What the task asks>
Only the lines below starting at the one that contains "3l9 9-9 9-9-9zM9" and ending at the one that contains "6 2 6-2v14l-6" are to be reproduced, exactly and with both ends kept.
BEGIN Data for the task
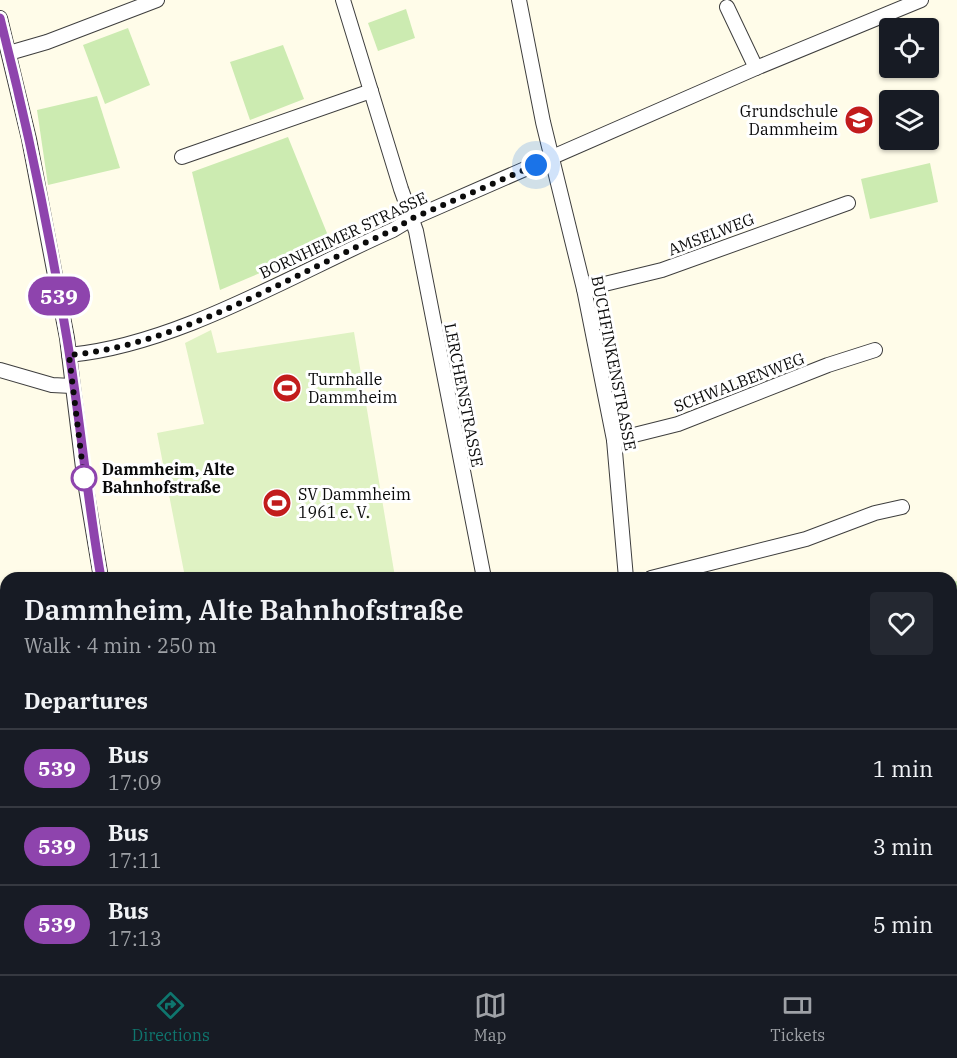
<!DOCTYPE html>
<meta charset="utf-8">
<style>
:root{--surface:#171b24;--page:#242831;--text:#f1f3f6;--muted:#9ea1a6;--line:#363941;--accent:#0f766e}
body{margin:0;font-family:"IBM Plex Serif",serif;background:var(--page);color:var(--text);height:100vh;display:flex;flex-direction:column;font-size:22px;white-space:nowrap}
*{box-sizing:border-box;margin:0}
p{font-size:20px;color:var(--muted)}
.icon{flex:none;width:33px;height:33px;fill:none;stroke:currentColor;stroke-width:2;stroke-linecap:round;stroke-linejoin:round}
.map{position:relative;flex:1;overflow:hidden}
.sheet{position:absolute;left:0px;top:572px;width:957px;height:404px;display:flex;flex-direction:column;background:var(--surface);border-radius:18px 18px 0 0;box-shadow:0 2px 4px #0004}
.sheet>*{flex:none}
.badge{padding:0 12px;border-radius:20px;font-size:21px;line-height:39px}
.fabs{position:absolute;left:879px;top:18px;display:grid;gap:12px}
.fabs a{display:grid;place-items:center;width:60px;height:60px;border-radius:6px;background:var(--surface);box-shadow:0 2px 4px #0004;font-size:30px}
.you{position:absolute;width:30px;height:30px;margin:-15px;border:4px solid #fff;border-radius:50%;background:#1a73e8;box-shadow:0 0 0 9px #1a73e833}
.map>.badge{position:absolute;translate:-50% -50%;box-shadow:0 0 0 3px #fff}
h2{padding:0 24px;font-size:22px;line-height:54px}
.round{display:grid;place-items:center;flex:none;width:63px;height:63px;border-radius:6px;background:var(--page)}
.overview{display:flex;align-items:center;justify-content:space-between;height:102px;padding:0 24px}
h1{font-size:28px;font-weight:600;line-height:45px}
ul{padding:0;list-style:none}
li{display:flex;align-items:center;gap:18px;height:78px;padding:0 24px;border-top:2px solid var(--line)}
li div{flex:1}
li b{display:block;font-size:22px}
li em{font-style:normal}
li .badge{min-width:66px;font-weight:700;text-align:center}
.dock{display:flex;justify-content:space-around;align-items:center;height:84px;border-top:2px solid var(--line);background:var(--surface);font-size:16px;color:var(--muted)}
.dock a{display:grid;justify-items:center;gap:3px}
.dock .on{color:var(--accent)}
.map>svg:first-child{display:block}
.green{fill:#ccebb1}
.pitch{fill:#dff2c3}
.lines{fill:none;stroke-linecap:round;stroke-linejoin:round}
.street-casing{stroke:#3e3e3e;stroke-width:16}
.street{stroke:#fff;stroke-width:14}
.line-casing{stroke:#fff;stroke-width:14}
.line{stroke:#8e44ad;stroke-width:9}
.walk{stroke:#0b0b0b;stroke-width:6;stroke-dasharray:0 10.8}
.stop-dot{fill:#fff;stroke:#8e44ad;stroke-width:3}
.labels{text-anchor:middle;stroke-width:6;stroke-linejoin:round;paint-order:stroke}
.poi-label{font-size:16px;fill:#0b0b0b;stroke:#fff;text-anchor:start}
.street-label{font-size:16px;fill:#0b0b0b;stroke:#fff}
.stop-label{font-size:16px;font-weight:bold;fill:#0b0b0b;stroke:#fff;text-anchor:start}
</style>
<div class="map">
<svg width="957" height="974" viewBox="0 0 957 974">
<rect width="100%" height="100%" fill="#fffce9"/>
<!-- green -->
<g class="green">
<polygon points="406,9 415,38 378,51 368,23"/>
<polygon points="128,28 150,85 105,104 83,45"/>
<polygon points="283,45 304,99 250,120 230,62"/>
<polygon points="97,96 120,168 48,185 37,110"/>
<polygon points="288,137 331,243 220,290 192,172"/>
<polygon points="930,163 938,202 870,219 861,179"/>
<polygon points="957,581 957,667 951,670 951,582"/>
<polygon points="6,603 6,756 0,758 0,604"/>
</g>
<!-- pitch -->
<polygon class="pitch" points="211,330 217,353 354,332 395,577 185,577 157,433 204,424 185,343"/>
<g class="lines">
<!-- street casing -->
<g class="street-casing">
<g id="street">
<polyline points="343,0 401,189 416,231 484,578"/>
<polyline points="519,0 543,122 584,289 614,440 626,578"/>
<polyline points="727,7 756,68"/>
<polyline points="0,18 29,139 67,338 84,476 101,578"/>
<polyline points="9,53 47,42 157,0"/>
<polyline points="182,157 371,91"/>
<polyline points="584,289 662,270 848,203"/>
<path d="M69,355c108,-10 224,-81 324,-125l20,-12 343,-150 165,-68"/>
<polyline points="0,370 52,385 72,386"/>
<polyline points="614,440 678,424 828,365 875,350"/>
<polyline points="651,578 806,539 875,513 902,507"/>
<polyline points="0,837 6,836"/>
<polyline points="122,969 123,974"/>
<polyline points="354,969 354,974"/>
<polyline points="509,969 510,974"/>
<polyline points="663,969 663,974"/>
<polyline points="816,969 817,974"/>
</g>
</g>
<!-- street -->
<use href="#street" class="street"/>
</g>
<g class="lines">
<!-- line casing -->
<g class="line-casing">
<path id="line" d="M0,18c27,105 49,213 67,321 13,78 20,159 34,239"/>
</g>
<!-- line -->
<use href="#line" class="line"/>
<!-- walk -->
<path class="walk" d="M84,478l-15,-123c108,-9 225,-81 324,-125l20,-12 123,-53"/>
</g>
<!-- icons -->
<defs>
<g id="school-disc" transform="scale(1.5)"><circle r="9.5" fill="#c21c1c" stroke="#fff"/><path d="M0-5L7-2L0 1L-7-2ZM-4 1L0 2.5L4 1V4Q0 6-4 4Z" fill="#fff"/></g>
<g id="stadium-disc" transform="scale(1.5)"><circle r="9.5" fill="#c21c1c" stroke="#fff"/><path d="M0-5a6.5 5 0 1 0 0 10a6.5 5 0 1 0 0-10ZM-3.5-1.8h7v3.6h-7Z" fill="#fff"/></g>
</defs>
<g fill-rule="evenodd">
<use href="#school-disc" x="859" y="120"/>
<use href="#stadium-disc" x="287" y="388"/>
<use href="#stadium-disc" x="277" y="503"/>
</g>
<!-- markers -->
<circle class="stop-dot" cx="84" cy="478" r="12"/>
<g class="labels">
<!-- poi labels -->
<g class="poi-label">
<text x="838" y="117" text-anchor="end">Grundschule<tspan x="838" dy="18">Dammheim</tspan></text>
<text x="308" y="385">Turnhalle<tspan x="308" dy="18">Dammheim</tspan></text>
<text x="298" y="500">SV Dammheim<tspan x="298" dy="18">1961 e. V.</tspan></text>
</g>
<!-- street labels -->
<g class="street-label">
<text transform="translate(711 234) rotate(-21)" y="6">AMSELWEG</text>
<text transform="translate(343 235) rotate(-25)" y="6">BORNHEIMER STRASSE</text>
<text transform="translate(614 363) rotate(79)" y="6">BUCHFINKENSTRASSE</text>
<text transform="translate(739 382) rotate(-21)" y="6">SCHWALBENWEG</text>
<text transform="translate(464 395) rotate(79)" y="6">LERCHENSTRASSE</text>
</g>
<!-- stop labels -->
<g class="stop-label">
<text x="102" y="475">Dammheim, Alte<tspan x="102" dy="18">Bahnhofstraße</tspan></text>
</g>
</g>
</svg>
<div class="fabs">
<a><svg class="icon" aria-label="locate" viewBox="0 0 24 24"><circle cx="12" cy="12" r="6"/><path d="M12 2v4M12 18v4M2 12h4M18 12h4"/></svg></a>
<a><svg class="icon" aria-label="layers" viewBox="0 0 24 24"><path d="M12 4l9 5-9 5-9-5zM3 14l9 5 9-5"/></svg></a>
</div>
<div class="you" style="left:536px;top:165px"></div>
<b class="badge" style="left:59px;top:296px;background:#8e44ad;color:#fff">539</b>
<section class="sheet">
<div class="overview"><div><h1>Dammheim, Alte Bahnhofstraße</h1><p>Walk · 4 min · 250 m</p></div><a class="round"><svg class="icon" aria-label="heart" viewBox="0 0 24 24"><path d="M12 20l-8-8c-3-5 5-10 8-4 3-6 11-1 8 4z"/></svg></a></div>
<h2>Departures</h2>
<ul>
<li><span class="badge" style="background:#8e44ad;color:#fff">539</span><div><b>Bus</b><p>17:09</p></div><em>1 min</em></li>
<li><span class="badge" style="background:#8e44ad;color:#fff">539</span><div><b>Bus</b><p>17:11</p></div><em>3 min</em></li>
<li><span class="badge" style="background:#8e44ad;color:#fff">539</span><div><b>Bus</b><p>17:13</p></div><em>5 min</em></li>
</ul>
</section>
</div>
<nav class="dock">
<a class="on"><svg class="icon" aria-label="directions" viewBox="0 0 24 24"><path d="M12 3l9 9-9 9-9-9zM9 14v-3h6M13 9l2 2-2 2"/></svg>Directions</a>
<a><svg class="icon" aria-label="map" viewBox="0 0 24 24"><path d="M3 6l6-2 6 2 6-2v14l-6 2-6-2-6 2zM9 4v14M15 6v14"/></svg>Map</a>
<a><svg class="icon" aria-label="tickets" viewBox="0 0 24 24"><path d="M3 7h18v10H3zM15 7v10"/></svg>Tickets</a>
</nav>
END Data for the task
Exercise answer>
<a class="on"><svg class="icon" aria-label="directions" viewBox="0 0 24 24"><path d="M12 3l9 9-9 9-9-9zM9 14v-3h6M13 9l2 2-2 2"/></svg>Directions</a>
<a><svg class="icon" aria-label="map" viewBox="0 0 24 24"><path d="M3 6l6-2 6 2 6-2v14l-6 2-6-2-6 2zM9 4v14M15 6v14"/></svg>Map</a>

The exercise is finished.